● **Problem requirements**:
Below is a listing. Gather each line of it that contains "page".

● **Data section**:

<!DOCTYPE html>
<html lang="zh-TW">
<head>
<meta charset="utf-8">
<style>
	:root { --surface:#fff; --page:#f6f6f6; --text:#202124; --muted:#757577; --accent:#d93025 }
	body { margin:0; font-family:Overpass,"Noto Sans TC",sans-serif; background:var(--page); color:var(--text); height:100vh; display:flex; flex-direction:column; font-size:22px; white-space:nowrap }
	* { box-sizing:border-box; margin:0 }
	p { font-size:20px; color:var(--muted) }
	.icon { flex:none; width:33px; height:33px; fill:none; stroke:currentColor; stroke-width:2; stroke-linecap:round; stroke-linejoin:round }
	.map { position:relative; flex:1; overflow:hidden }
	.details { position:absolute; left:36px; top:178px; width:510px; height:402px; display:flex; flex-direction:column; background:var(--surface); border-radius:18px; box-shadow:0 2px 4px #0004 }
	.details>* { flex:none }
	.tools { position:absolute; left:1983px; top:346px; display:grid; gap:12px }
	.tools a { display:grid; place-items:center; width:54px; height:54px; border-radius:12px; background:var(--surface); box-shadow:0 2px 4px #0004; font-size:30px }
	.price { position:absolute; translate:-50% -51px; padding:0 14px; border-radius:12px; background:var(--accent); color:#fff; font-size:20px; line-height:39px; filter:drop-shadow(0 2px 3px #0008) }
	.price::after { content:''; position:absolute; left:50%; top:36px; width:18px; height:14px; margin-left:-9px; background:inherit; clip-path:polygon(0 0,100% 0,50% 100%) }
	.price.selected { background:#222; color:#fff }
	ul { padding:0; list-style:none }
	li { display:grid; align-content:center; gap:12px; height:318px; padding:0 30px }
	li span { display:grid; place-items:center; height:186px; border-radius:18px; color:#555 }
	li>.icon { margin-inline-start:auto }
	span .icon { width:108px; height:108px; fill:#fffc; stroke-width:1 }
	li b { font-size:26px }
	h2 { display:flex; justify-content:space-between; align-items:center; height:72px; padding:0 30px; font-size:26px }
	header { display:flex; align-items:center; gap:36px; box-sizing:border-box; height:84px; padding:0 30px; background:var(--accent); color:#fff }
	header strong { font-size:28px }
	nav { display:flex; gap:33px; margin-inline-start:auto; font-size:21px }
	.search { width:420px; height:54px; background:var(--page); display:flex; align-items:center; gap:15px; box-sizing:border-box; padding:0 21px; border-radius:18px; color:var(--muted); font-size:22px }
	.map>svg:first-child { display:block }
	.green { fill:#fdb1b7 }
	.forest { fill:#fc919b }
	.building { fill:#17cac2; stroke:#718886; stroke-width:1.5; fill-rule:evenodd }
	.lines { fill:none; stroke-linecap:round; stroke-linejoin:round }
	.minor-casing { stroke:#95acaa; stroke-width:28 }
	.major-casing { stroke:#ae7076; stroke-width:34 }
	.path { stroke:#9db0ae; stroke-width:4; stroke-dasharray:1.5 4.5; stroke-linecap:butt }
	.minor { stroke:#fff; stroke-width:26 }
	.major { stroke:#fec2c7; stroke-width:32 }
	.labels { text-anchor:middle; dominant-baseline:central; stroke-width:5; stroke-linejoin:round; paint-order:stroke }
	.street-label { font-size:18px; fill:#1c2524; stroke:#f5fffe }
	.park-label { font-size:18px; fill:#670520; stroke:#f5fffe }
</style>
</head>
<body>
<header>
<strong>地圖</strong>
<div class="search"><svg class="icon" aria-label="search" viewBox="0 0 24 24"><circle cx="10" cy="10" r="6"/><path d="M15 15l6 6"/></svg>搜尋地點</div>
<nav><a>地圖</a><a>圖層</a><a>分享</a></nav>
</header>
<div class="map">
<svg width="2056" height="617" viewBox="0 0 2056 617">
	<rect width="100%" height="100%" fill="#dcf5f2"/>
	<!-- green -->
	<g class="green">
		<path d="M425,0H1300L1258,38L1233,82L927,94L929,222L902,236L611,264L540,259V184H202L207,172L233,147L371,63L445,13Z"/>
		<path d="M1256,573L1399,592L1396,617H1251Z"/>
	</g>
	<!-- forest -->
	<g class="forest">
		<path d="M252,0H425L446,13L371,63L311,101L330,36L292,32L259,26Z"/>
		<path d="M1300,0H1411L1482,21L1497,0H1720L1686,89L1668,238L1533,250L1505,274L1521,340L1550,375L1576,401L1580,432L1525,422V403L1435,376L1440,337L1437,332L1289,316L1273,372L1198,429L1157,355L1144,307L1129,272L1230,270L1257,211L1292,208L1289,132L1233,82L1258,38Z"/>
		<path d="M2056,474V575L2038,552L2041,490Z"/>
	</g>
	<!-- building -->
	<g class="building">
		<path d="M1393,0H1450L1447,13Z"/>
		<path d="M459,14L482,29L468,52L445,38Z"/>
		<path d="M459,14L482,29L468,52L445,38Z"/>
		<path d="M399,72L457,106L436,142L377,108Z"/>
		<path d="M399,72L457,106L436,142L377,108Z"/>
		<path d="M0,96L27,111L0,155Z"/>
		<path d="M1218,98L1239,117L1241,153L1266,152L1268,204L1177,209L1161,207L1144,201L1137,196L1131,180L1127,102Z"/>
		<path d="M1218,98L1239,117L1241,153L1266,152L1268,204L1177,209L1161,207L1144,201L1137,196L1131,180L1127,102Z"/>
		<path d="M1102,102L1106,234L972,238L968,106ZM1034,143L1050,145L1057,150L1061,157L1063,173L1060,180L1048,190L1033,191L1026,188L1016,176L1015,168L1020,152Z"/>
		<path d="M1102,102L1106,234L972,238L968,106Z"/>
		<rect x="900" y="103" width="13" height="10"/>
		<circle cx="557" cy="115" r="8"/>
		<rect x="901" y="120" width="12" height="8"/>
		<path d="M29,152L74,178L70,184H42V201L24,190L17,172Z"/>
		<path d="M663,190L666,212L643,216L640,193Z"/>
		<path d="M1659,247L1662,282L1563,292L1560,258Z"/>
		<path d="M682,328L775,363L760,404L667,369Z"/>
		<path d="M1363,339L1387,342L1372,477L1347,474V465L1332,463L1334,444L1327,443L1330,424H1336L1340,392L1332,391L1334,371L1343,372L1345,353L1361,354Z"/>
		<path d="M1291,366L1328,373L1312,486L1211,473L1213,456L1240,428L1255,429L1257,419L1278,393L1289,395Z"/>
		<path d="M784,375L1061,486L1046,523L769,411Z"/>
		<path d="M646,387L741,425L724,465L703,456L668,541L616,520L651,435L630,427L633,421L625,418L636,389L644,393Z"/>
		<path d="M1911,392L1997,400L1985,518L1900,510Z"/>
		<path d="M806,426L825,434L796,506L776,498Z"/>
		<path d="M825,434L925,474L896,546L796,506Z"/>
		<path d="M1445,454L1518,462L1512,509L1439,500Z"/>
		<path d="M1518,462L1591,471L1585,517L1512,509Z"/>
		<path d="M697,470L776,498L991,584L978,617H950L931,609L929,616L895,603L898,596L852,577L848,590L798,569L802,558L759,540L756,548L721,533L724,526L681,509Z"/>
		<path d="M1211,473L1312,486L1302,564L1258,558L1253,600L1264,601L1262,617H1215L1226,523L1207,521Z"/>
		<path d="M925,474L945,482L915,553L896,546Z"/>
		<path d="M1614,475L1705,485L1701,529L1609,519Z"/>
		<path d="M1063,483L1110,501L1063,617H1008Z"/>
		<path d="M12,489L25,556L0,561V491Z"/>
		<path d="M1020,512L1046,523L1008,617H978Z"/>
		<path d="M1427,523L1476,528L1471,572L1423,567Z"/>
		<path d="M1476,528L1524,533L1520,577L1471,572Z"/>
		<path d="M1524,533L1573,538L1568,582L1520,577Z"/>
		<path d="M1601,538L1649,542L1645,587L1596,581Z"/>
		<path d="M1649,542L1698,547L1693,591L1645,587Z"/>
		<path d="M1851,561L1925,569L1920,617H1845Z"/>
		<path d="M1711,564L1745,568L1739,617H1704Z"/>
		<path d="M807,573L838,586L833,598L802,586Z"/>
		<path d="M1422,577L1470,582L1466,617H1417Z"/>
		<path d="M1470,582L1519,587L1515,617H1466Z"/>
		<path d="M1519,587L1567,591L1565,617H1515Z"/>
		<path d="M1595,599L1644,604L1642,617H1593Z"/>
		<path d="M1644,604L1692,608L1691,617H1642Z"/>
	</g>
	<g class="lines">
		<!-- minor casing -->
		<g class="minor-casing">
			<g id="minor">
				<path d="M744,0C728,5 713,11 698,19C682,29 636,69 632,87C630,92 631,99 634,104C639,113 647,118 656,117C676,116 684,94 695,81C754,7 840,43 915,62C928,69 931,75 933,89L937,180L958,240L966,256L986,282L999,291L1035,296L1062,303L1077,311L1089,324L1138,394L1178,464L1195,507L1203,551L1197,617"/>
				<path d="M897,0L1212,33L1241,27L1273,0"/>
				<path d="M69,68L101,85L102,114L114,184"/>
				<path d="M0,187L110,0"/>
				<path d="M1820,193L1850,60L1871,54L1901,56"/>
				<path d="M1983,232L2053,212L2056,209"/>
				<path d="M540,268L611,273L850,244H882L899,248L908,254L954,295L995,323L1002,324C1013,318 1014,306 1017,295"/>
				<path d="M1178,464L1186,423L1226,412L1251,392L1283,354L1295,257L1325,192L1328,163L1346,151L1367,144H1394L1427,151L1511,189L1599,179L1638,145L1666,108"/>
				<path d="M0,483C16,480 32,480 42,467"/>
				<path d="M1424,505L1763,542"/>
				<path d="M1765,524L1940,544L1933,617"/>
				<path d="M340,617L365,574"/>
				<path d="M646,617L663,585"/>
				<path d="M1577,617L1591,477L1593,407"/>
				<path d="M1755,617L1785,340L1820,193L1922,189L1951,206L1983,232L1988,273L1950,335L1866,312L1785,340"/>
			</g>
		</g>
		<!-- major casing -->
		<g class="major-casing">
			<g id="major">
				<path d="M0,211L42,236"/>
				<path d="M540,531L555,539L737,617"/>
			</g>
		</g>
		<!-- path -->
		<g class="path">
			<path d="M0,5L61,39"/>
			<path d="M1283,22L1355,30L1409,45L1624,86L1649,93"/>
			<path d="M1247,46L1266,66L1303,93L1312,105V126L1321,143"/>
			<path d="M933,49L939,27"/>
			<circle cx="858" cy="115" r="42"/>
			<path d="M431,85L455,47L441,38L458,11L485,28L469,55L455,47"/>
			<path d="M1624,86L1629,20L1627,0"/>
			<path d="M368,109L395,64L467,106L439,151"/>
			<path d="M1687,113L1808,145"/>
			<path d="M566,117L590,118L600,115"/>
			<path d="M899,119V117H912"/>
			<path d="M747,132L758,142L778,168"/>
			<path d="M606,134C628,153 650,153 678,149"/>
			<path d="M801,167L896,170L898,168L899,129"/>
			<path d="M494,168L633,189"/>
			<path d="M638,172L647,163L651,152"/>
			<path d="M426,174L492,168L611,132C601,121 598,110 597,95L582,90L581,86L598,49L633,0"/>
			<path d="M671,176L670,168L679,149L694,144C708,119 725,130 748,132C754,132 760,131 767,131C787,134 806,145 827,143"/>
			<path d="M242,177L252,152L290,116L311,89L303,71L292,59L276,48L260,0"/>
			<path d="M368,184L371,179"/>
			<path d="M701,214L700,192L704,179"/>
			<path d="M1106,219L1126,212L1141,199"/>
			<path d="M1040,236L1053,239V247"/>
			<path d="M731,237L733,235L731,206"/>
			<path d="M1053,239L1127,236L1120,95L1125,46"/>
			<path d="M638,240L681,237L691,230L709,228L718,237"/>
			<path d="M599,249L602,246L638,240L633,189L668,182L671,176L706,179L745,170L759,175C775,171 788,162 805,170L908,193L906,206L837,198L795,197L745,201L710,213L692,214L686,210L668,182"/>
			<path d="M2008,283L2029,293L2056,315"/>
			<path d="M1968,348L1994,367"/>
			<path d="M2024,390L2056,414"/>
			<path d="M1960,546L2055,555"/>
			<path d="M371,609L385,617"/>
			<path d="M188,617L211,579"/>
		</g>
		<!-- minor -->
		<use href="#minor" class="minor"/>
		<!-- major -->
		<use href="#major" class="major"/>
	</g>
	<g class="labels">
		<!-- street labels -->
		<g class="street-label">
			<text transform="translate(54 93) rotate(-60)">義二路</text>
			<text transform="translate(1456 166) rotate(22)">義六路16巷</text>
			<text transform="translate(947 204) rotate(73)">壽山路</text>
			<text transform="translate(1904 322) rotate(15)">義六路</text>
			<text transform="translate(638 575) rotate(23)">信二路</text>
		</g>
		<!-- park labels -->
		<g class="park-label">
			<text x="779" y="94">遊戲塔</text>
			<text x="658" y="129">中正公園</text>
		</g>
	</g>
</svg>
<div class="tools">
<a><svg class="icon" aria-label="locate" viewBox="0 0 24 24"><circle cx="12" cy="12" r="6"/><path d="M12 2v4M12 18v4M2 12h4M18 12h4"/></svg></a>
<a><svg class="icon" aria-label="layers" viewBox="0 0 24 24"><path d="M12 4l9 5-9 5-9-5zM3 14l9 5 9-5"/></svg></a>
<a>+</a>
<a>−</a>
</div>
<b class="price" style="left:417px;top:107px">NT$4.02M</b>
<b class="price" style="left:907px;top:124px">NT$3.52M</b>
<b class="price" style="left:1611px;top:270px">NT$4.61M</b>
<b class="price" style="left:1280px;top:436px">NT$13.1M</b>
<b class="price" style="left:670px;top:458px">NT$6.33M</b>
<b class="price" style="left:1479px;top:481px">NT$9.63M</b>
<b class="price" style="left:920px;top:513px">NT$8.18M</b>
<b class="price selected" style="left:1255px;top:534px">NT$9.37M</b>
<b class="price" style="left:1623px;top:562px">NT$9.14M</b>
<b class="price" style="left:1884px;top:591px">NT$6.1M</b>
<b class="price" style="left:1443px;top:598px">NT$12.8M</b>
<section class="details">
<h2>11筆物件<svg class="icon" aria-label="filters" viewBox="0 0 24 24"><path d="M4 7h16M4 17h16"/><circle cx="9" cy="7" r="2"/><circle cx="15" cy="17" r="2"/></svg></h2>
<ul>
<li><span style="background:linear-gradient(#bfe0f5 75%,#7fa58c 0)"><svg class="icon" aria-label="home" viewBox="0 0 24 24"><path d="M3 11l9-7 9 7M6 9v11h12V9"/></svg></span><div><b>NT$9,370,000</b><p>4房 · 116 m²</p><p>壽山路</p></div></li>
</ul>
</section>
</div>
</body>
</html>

● **Response to this exercise**:
	:root { --surface:#fff; --page:#f6f6f6; --text:#202124; --muted:#757577; --accent:#d93025 }
	body { margin:0; font-family:Overpass,"Noto Sans TC",sans-serif; background:var(--page); color:var(--text); height:100vh; display:flex; flex-direction:column; font-size:22px; white-space:nowrap }
	.search { width:420px; height:54px; background:var(--page); display:flex; align-items:center; gap:15px; box-sizing:border-box; padding:0 21px; border-radius:18px; color:var(--muted); font-size:22px }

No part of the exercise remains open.